Asco employs approximately 1,400 people across four manufacturing sites comprising over 1.5 million square feet including: Vancouver and Stillwater, Oklahoma in North America, Gedern, Germany, and its headquarters in Zaventem, Belgium, in Europe. These are concentrated highly automated state-of-the-art facilities with available capacity to support rate increases and future growth. Asco has well-established customer relationships in its markets with high-value single-source products, including leading and trailing edge wing devices such as slat tracks and flap supports, structural parts and assemblies. Representative commercial aerospace programs include A320, A350 XWB, A380, 737, 787, C-Series and E2. Representative military programs include F-35, A400M, and KC-390.

Asco revenues are anticipated to be approximately $400 million in 2018. "We expect to realize attractive cost synergies from the acquisition; the expected return on investment exceeds our internal threshold and the post-synergy EBITDA multiple* is under 8x," said Gentile. Spirit estimates the acquisition will be accretive to adjusted non-GAAP earnings per share in the first full year after closing.

The transaction, which is expected to close in the second half of 2018, is subject to regulatory approvals and customary closing conditions.

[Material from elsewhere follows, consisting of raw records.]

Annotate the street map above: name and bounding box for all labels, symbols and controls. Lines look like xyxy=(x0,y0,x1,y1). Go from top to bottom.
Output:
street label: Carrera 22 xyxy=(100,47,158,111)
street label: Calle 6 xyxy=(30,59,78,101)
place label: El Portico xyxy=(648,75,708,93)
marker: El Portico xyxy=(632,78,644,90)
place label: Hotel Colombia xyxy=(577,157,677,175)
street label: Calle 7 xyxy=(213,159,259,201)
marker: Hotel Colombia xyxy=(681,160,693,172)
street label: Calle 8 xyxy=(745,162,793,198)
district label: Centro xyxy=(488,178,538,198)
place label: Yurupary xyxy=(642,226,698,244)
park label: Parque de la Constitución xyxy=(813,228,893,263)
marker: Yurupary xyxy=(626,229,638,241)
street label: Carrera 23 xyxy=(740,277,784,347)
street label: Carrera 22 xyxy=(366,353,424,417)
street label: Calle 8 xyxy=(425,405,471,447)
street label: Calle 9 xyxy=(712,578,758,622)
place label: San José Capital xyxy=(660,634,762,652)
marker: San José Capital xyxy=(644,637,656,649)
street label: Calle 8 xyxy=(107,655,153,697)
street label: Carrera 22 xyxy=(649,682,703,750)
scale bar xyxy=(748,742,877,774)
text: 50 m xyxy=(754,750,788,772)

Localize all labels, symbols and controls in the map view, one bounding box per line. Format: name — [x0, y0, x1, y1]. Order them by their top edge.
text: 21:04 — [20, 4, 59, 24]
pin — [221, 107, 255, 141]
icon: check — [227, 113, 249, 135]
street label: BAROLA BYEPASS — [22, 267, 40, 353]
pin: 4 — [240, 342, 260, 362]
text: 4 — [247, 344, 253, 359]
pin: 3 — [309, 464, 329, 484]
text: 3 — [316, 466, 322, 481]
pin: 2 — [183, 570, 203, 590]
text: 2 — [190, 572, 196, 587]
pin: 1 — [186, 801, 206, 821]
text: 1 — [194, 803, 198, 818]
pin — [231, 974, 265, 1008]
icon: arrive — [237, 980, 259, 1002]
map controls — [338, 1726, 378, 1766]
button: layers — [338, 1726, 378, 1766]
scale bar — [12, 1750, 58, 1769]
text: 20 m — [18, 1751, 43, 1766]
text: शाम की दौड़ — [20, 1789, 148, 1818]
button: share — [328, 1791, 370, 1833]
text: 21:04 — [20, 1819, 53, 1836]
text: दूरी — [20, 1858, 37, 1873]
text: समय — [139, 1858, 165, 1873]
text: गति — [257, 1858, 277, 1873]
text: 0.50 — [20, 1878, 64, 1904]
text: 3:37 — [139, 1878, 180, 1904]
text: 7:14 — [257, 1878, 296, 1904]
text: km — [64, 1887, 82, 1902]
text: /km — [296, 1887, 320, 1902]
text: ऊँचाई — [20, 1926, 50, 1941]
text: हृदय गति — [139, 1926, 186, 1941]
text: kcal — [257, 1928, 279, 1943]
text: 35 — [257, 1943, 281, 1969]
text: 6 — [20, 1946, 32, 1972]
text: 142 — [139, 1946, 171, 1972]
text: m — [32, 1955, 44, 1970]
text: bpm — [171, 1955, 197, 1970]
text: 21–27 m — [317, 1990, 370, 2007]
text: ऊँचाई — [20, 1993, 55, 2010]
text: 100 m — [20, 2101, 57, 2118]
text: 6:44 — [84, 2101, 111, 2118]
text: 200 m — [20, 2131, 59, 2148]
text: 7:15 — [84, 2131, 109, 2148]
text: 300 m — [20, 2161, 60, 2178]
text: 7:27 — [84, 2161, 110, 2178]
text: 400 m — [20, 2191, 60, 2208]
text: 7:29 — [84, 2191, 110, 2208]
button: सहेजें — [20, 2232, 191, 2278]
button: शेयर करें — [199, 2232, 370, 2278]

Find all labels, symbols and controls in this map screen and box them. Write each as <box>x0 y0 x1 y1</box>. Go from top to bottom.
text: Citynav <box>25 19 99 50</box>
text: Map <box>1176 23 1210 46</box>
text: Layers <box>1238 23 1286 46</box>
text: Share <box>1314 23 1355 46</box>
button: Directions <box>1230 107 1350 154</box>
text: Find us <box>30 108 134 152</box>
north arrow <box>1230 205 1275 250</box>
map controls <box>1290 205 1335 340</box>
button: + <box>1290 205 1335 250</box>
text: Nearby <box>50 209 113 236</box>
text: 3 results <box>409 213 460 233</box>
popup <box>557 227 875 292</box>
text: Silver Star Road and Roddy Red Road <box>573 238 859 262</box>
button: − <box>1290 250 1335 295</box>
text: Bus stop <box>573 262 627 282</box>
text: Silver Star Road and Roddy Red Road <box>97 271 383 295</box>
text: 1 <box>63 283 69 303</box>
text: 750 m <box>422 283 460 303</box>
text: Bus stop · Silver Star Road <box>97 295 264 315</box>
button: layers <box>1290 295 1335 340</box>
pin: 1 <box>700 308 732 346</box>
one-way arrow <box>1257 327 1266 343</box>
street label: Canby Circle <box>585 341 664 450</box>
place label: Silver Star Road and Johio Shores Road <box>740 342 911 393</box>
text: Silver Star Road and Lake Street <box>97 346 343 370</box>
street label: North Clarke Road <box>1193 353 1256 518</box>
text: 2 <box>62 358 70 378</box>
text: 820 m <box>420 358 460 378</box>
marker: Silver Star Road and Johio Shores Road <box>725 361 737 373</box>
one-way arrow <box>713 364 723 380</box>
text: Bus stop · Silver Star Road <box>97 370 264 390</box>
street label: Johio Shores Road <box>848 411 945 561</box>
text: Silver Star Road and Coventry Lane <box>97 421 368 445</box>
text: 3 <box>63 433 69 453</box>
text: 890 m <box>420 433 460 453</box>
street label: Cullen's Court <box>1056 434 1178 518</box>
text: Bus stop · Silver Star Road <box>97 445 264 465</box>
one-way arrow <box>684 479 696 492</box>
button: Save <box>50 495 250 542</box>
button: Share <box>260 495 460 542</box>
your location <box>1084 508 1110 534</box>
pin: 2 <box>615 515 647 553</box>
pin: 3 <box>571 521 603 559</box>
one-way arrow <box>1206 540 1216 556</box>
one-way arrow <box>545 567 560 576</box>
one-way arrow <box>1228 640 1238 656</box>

  • EBITDA is a non-GAAP measure defined as earnings before interest, taxes, depreciation and amortization. The Company has chosen to present an estimated post-synergy EBITDA multiple related to the purchase price of Asco in order to provide investors with additional useful information. The Company considers EBITDA to be an important measure used to evaluate operating performance, and the measure is frequently used by securities analysts, investors and other interested parties in the evaluation of companies in the industry, but this figure should not be considered in isolation.

Methuselah Advisors and Goldman Sachs & Co. LLC served as financial advisors, and Sullivan & Cromwell LLP and Stibbe served as legal advisors to Spirit. Lazard served as sole financial advisor to the sellers, and Eubelius and Gibson Dunn & Crutcher LLP served as legal advisors to the sellers.